Registration Dossier

Data platform availability banner - registered substances factsheets

Please be aware that this old REACH registration data factsheet is no longer maintained; it remains frozen as of 19th May 2023.

The new ECHA CHEM database has been released by ECHA, and it now contains all REACH registration data. There are more details on the transition of ECHA's published data to ECHA CHEM here.

Diss Factsheets

Toxicological information


Currently viewing:

Administrative data

Description of key information

A GLP, dietary, combined chronic toxicity and carcinogenicity study in rats conducted according to OECD test guideline 453 reported a carcinogenicity NOEL for Ametryn technical of 75 ppm (equivalent to 3.8, 5.0, and 4.4 mg/kg bw/day for males, females, and combined sexes, respectively) (Krishnappa, 2002).
Supportive data from 3 other GLP-compliant carcinogenicity or combined carcinogenicity and chronic toxicity studies in mice and rats have not reported any carcinogenic effects following dietary administration of Ametryn technical. There were no inhalational or dermal carcinogenicity studies conducted.
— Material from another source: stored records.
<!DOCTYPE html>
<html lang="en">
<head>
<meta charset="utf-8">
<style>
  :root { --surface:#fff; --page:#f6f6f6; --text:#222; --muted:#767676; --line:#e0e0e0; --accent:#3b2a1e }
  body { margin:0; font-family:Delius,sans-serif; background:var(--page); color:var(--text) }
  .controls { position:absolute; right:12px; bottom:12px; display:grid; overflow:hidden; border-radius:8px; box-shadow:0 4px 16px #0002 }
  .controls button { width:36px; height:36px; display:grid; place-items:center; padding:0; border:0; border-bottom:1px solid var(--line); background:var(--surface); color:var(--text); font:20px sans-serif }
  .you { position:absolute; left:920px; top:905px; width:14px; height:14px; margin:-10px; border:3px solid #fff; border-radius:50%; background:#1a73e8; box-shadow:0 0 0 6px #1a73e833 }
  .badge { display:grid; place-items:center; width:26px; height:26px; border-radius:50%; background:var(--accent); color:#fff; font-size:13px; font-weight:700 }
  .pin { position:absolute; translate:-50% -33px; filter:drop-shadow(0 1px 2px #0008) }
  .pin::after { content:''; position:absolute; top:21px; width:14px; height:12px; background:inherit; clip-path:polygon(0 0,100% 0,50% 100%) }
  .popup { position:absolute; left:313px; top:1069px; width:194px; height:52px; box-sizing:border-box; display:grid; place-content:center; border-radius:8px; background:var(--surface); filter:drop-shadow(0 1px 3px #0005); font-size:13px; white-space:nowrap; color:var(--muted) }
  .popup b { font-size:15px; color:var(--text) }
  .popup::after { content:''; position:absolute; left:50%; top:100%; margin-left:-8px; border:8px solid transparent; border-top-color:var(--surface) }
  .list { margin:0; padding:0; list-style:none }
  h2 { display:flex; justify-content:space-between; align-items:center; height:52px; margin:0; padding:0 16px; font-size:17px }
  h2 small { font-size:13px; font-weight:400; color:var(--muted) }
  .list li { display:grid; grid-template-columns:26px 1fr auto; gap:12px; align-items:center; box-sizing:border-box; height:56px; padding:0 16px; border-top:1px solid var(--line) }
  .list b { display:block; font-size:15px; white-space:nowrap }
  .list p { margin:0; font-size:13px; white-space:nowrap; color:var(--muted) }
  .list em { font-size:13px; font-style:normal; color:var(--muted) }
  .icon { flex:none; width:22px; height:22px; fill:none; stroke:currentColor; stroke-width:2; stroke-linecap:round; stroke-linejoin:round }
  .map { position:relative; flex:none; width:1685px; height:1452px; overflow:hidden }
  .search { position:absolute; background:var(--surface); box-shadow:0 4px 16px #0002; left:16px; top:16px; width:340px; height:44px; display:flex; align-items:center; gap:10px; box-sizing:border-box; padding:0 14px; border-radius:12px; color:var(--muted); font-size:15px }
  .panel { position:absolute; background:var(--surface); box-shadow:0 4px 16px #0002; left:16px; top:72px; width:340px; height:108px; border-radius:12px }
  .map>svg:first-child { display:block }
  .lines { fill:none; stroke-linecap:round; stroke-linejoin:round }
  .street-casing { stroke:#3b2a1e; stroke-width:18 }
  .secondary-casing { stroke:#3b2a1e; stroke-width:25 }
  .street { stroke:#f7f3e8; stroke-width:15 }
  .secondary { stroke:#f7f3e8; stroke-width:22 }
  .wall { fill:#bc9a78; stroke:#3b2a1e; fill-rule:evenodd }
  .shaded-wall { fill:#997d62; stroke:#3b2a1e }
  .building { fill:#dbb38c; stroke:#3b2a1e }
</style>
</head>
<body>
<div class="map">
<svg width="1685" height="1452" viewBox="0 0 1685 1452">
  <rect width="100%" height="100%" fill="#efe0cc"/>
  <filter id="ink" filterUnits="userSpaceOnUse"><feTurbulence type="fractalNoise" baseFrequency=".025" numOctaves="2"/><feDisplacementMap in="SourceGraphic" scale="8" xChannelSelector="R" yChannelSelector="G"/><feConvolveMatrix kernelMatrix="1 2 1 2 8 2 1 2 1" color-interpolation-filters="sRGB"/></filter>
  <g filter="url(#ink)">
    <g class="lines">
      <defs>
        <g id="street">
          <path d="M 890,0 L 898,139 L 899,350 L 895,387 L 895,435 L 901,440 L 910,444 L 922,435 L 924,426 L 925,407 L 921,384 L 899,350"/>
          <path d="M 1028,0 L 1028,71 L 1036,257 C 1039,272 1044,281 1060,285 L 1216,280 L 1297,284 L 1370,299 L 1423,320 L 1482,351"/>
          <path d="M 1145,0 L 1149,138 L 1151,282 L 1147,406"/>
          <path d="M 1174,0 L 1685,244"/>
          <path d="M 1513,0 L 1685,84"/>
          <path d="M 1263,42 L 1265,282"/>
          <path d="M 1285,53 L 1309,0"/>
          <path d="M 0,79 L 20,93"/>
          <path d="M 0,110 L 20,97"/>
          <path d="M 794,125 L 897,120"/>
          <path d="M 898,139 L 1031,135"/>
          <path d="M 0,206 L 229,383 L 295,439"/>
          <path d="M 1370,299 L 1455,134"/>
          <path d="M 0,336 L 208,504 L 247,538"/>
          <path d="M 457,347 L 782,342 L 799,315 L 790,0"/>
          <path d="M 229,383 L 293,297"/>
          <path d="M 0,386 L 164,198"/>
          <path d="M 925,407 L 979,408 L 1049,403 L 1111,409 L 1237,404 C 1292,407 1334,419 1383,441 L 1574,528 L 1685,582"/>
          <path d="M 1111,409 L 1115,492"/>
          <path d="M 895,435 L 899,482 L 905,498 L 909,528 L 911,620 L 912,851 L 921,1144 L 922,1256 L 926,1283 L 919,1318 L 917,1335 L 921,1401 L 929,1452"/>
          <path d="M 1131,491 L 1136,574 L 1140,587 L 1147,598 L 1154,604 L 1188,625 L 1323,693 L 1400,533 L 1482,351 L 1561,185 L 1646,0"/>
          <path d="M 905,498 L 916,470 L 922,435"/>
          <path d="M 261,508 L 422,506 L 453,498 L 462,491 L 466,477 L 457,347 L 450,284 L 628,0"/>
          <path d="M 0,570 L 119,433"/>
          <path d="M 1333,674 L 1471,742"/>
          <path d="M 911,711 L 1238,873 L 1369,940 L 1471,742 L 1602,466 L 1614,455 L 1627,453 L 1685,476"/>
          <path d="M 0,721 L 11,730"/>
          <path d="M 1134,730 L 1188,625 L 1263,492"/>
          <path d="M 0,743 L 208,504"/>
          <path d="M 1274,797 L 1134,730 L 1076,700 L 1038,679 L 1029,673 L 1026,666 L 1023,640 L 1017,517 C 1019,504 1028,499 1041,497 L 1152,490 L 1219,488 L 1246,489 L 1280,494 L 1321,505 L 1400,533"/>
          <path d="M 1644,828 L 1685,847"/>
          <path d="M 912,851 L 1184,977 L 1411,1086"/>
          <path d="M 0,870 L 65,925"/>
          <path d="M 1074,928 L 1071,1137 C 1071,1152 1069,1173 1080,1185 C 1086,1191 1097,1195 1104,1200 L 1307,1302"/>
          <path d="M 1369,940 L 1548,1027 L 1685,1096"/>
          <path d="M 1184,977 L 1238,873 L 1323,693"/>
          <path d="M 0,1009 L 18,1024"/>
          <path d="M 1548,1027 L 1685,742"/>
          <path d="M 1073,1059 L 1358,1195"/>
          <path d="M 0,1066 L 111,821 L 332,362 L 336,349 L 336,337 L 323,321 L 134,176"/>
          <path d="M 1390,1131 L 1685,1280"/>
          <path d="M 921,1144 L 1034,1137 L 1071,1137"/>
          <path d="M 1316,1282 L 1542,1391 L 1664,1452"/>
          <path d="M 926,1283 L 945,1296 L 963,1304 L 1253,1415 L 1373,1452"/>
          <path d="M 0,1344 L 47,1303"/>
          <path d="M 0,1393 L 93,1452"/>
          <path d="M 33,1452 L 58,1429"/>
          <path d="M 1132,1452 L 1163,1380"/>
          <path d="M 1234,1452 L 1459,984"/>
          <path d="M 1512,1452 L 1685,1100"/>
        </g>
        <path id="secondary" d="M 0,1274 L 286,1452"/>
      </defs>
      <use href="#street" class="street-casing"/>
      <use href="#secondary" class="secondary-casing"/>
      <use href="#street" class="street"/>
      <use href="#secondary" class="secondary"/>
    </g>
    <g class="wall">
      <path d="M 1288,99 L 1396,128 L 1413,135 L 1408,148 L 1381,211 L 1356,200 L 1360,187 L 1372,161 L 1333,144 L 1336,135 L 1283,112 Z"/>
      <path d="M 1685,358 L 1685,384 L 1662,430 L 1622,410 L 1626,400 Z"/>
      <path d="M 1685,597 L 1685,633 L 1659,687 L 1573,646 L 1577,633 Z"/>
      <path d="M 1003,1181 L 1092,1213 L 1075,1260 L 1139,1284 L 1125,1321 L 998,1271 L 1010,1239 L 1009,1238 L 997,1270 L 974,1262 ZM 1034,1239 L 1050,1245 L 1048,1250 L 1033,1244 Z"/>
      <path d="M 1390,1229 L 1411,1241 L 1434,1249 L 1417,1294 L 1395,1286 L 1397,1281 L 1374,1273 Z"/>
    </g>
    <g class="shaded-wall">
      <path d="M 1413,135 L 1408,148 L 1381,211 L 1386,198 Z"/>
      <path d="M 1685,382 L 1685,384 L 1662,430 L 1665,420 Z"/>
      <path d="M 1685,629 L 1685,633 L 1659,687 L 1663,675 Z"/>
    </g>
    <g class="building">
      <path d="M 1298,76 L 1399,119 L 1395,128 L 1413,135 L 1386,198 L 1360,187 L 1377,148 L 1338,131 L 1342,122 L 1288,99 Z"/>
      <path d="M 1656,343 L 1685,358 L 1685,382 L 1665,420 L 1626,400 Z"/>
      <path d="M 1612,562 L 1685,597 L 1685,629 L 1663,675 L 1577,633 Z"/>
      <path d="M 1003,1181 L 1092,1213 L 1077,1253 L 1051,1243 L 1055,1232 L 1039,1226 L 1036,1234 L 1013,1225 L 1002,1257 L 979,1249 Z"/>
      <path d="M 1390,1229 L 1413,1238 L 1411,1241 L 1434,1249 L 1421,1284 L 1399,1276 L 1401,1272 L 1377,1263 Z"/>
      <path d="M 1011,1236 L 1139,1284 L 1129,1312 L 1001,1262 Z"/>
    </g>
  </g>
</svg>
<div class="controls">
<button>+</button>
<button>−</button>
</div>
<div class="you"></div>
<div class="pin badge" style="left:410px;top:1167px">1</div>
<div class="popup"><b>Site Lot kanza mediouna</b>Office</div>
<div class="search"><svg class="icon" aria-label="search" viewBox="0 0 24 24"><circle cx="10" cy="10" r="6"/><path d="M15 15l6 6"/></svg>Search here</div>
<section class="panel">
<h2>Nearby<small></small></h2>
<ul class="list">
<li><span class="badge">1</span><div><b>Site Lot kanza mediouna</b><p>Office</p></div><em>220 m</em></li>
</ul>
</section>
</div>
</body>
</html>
Key value for chemical safety assessment

Carcinogenicity: via oral route

Endpoint conclusion
Dose descriptor:
4.4 mg/kg bw/day

Justification for classification or non-classification

Additional information

The carcinogenicity of Ametryn technical was evaluated in a 2-year combined chronic toxicity and carcinogenicity study in rats (Krishnappa, 2002). This GLP study was conducted according to OECD test guideline 453. Ametryn technical was administered in the diet at nominal concentrations of 0, 75, 280, or 1000 ppm to Wistar rats for 2 years (50 rats/sex/group). A subset of 10 (controls) or 20 (high-dose) animals/sex/group was sacrificed halfway through the study for analysis.  Histopathologic evaluations were conducted in control and high-dose animals, and in all pre-terminal decedents and moribund sacrificed animals.  There were no differences in survival reported. There were no treatment-related clinical signs observed.  Decreased growth and food consumption were noted for males and females in the 1000 ppm group, and early in the study for female rats of the 250 ppm group. Mild anaemia was reported in high dose females (as characterized by decreased RBC counts, haemoglobin concentration, and haematocrit levels, with increased MCH and MCHC values). There were no haematological changes in males. Increased total bilirubin, serum phosphorus, and chloride levels were observed in 1000 ppm males and females. Increased alkaline phosphatase and gamma glutamyl transpeptidase values were reported in high-dose females. There were no changes in urinalysis parameters observed. There were no treatment-related organ weight or gross pathology findings observed. Histopathological analysis did not reveal any treatment-related non-neoplastic or neoplastic changes. A higher number of neoplasms in the high-dose preterminal and moribund sacrificed animals were considered coincidental due to lack of significance in the dead and moribund animals (all fates) and because there was no significant increase in any particular tumour.

Based on these results, a NOEL of 75 ppm was identified for ametryn technical. This is equivalent to 3.8, 5.0, and 4.4 mg/kg bw/day for males, females, and combined sexes, respectively.

Supportive information on the carcinogenicity of Ametryn technical was provided by 3 additional GLP-compliant studies, involving dietary administration of Ametryn technical. These studies were conducted in mice or rats and were compliant with or similar to OECD test guidelines 451 or 453. Reported NOELs for 2 of these studies were 100 ppm (in mice) and 50 ppm (in rats). A third study did not identify a NOEL due to lack of adverse effects observed at dose concentrations up to 2000 ppm (in rats). There were no carcinogenic effects reported in any of these supportive studies.